• Description of the task
Wherever the string "rows" shows up in the material below, copy that line.

• Records supplied
★ ★ ★ ★ ★

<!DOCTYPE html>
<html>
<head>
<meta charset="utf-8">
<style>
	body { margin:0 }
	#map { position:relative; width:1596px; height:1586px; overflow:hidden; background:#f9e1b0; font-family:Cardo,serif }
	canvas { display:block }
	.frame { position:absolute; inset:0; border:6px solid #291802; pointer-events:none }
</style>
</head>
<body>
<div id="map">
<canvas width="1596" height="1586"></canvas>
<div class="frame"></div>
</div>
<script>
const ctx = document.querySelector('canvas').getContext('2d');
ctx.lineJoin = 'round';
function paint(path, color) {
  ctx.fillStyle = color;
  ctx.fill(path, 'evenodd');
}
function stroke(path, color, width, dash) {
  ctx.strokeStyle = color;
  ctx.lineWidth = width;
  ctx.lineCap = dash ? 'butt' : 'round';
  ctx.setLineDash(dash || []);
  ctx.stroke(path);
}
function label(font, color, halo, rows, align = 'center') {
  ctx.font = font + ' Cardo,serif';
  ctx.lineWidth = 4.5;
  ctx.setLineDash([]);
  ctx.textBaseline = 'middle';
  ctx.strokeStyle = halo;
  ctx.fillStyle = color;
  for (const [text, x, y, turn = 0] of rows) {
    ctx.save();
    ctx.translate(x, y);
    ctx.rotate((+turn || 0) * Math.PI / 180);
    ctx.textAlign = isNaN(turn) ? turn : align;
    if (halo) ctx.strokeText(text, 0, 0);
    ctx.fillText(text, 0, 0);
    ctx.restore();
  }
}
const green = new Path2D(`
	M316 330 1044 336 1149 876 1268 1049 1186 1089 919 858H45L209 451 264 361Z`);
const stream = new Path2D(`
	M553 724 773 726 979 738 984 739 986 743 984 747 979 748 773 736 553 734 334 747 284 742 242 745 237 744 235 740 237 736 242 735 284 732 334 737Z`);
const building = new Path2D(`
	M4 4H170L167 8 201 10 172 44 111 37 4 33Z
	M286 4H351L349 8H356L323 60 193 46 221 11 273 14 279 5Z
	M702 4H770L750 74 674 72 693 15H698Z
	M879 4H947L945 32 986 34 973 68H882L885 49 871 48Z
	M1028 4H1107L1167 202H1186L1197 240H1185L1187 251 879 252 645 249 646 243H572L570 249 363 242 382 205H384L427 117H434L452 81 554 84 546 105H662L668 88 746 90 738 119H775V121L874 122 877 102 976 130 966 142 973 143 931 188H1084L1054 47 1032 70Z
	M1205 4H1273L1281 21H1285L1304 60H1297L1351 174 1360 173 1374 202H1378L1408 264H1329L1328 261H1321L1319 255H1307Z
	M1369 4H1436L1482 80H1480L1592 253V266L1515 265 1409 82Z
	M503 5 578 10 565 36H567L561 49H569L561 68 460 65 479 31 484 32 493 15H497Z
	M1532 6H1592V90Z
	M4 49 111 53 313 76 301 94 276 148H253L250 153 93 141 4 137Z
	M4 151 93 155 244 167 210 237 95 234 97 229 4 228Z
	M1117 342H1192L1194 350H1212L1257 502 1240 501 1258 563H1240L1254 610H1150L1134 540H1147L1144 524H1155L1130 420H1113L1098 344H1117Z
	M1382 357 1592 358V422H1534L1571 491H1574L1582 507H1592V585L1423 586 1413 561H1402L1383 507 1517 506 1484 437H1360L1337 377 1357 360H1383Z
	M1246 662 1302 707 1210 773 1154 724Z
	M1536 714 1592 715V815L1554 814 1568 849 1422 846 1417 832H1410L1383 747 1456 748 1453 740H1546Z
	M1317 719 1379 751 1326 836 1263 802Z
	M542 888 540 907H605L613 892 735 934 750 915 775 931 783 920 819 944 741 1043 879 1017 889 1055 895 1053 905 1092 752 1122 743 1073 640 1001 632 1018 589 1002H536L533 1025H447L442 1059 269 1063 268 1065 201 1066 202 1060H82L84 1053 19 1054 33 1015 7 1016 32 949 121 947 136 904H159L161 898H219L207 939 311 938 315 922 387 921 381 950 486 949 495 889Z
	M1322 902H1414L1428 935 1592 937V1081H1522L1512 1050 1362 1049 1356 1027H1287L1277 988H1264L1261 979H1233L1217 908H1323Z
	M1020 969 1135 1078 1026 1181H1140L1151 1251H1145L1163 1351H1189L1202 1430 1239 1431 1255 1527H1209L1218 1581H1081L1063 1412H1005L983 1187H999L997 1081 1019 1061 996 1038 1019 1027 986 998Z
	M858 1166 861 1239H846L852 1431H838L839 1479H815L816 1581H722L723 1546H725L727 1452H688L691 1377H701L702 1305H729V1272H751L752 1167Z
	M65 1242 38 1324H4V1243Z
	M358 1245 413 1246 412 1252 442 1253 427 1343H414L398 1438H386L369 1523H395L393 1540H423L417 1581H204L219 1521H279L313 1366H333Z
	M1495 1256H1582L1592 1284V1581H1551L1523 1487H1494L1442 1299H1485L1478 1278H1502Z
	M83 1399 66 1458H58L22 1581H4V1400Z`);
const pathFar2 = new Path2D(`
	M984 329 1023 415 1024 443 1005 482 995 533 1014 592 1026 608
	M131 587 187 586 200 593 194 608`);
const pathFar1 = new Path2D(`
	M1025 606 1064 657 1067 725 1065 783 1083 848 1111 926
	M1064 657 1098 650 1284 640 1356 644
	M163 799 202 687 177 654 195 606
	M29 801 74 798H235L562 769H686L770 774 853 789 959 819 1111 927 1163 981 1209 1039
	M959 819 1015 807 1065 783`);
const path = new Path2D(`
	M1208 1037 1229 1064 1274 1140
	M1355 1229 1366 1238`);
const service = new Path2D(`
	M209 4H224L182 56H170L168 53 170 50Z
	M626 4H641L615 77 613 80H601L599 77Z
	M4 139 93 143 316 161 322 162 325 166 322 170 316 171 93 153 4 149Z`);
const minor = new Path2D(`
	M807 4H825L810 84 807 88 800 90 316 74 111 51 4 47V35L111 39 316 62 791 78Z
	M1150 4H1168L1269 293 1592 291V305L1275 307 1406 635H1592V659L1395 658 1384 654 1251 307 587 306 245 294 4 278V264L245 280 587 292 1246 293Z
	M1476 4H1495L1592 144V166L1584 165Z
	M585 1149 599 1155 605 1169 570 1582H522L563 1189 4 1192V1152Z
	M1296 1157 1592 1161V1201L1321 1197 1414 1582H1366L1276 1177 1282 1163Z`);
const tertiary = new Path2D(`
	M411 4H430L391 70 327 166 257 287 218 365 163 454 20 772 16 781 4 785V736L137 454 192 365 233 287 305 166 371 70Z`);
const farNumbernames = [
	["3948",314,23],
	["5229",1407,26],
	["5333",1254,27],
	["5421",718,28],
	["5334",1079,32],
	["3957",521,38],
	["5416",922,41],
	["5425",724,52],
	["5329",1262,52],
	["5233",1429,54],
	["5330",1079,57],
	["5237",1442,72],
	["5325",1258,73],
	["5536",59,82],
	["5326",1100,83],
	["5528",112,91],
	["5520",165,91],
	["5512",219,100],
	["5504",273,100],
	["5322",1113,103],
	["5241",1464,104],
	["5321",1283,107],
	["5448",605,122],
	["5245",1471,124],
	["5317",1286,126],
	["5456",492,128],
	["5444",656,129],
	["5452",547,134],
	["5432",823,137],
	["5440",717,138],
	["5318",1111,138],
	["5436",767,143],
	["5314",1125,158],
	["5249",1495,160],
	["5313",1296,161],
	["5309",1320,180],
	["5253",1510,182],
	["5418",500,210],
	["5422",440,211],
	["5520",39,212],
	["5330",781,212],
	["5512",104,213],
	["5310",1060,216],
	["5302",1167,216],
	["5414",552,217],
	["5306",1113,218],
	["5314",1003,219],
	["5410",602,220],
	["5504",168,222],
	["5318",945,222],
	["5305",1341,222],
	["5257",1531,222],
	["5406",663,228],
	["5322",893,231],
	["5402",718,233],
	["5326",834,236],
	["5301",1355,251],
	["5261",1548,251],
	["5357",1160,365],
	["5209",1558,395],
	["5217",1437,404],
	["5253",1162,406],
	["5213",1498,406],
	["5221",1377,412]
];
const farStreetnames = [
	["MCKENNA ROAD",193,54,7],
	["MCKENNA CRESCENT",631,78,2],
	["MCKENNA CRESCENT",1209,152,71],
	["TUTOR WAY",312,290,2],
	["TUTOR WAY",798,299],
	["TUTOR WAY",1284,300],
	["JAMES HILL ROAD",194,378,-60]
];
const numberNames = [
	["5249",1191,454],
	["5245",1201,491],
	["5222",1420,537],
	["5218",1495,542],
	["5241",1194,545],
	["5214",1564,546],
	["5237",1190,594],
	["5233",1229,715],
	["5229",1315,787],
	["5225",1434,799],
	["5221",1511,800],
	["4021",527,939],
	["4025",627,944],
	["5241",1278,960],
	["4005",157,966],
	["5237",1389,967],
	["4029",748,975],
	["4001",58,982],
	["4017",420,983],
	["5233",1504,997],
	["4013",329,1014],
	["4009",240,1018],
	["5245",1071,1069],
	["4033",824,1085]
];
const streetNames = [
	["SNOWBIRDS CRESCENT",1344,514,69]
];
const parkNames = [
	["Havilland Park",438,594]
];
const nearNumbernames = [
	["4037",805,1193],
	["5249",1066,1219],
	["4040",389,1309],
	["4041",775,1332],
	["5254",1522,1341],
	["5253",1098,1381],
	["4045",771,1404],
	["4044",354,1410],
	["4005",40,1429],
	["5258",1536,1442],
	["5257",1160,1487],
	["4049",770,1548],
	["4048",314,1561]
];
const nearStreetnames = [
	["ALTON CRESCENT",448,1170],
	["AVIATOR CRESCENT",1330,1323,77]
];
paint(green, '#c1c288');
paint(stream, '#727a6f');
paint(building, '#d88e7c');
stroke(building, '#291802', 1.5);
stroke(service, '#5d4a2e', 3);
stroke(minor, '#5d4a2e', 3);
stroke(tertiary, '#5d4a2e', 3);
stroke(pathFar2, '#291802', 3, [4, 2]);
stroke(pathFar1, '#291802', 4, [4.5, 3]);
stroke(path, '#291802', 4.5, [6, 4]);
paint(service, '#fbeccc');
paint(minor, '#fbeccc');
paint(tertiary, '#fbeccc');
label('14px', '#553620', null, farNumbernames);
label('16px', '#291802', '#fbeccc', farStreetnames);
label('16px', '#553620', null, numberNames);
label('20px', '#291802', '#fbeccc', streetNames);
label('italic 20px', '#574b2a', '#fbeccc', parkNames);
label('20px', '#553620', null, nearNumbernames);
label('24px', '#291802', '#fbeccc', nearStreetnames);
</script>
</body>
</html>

★ ★ ★ ★ ★

• Solution to this task
function label(font, color, halo, rows, align = 'center') {
  for (const [text, x, y, turn = 0] of rows) {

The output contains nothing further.